The Challenges and Quirks of Hospital Price Transparency Files
Piping Up and Exploring the Options
Posted October 11, 2024
10-11 2024
We’re now three months past the July 1st deadline for hospitals to post their price transparency data in CMS’s new version 2.0 file format. So far the rollout has been a bit rocky.
Lime Tree’s latest survey shows that the majority of hospitals (57%) still do not have new versions of their pricing data live, and many of those who have posted new files are still working through formatting and content issues.
There’s good reason for that. The CMS file formats (especially the comma-separated value flavors) are rather eccentric in structure and don’t lend themselves to being generated through a simple export from a hospital’s EHR or billing systems. CMS has published a copious amount of schema documentation, complete with sample files, generator utilities, and validators, but it’s not always clear exactly how to make real-word data conform to the layouts.

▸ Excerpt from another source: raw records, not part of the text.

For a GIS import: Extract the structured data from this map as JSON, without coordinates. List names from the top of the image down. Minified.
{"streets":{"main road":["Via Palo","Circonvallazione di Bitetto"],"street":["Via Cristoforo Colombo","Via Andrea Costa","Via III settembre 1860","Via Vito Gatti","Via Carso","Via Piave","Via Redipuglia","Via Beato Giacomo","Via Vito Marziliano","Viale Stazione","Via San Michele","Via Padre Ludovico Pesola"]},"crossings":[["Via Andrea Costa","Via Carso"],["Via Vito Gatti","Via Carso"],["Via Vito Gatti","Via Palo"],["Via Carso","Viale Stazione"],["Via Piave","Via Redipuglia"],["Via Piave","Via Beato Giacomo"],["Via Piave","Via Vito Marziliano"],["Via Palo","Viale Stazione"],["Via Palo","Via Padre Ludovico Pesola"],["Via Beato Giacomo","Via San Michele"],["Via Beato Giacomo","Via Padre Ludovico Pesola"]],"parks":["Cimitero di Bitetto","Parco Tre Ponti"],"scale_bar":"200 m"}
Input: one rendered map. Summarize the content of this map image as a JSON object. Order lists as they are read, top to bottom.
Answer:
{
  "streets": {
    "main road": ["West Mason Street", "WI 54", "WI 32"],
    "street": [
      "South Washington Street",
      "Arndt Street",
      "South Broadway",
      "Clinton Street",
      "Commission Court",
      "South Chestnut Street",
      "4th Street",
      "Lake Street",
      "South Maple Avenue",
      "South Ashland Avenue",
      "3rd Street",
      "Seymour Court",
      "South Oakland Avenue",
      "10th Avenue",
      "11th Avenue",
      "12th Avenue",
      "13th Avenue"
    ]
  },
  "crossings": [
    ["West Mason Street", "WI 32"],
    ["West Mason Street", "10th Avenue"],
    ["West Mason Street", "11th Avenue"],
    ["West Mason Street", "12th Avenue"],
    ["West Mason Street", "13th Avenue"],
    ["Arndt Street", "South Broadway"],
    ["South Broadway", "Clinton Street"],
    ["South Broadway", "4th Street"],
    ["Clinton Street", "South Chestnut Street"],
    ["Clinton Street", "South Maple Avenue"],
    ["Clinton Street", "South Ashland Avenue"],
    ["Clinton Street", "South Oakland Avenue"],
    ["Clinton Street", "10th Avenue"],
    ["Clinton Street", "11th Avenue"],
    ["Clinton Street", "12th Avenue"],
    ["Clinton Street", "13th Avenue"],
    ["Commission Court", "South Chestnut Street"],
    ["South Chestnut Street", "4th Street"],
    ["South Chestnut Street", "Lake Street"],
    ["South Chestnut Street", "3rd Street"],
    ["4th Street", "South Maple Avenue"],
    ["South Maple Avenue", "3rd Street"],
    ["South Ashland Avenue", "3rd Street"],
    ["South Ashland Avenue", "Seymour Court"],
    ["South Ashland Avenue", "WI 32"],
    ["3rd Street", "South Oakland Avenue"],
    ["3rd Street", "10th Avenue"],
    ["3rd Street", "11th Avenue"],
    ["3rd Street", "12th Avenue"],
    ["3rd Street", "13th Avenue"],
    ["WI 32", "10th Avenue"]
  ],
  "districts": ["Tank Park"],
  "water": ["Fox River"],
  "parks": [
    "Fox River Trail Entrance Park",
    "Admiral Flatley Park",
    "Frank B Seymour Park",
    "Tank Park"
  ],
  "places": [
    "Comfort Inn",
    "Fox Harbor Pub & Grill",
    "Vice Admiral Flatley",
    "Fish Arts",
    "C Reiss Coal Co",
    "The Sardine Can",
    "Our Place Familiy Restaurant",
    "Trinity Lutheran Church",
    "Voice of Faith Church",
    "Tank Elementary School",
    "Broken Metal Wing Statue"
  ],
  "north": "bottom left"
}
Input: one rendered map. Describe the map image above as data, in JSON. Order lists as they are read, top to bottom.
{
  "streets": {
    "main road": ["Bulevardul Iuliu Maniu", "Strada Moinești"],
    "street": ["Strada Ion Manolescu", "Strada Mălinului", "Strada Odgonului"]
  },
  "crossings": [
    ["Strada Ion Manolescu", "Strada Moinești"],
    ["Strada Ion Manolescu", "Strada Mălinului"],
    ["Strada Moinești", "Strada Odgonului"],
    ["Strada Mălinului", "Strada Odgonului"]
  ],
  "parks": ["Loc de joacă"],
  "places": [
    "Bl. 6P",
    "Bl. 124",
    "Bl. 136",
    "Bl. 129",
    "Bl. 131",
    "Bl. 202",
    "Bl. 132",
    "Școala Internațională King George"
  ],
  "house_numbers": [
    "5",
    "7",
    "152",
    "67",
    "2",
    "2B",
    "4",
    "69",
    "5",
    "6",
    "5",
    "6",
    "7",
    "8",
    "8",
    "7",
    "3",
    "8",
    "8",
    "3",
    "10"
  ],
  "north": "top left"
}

That said, not all hospitals have made full use of the resources that are out there. Some file creators did a little freelancing and invented unique variations on the format. Others seem to have made some basic if understandable mistakes when creating the first cut of their Version 2 files.
The end result? Machine readable files that aren’t easily readable by a machine.
This post will focus on the CMS side of the equation, digging into the nuances and eccentricities of the Version 2 file formats. In a follow-on post, we’ll look at common ways hospitals have stumbled when trying to generate files that meet those specifications.
The Tyranny of Choice
In Version 1.0 of the price transparency regulations, hospitals could post their prices in pretty much any format they wanted as long as it was “machine readable.” It could be Excel, XML, CSV, or any number of other formats, and it could contain whatever column or field names the hospital chose.
This flexibility made it easier for any one hospital to produce its files, but it wasn’t particularly helpful for someone trying to import files from many different hospitals and use them to compare prices across hospitals. As they say, if you’ve seen one Version 1 file, you’ve seen one.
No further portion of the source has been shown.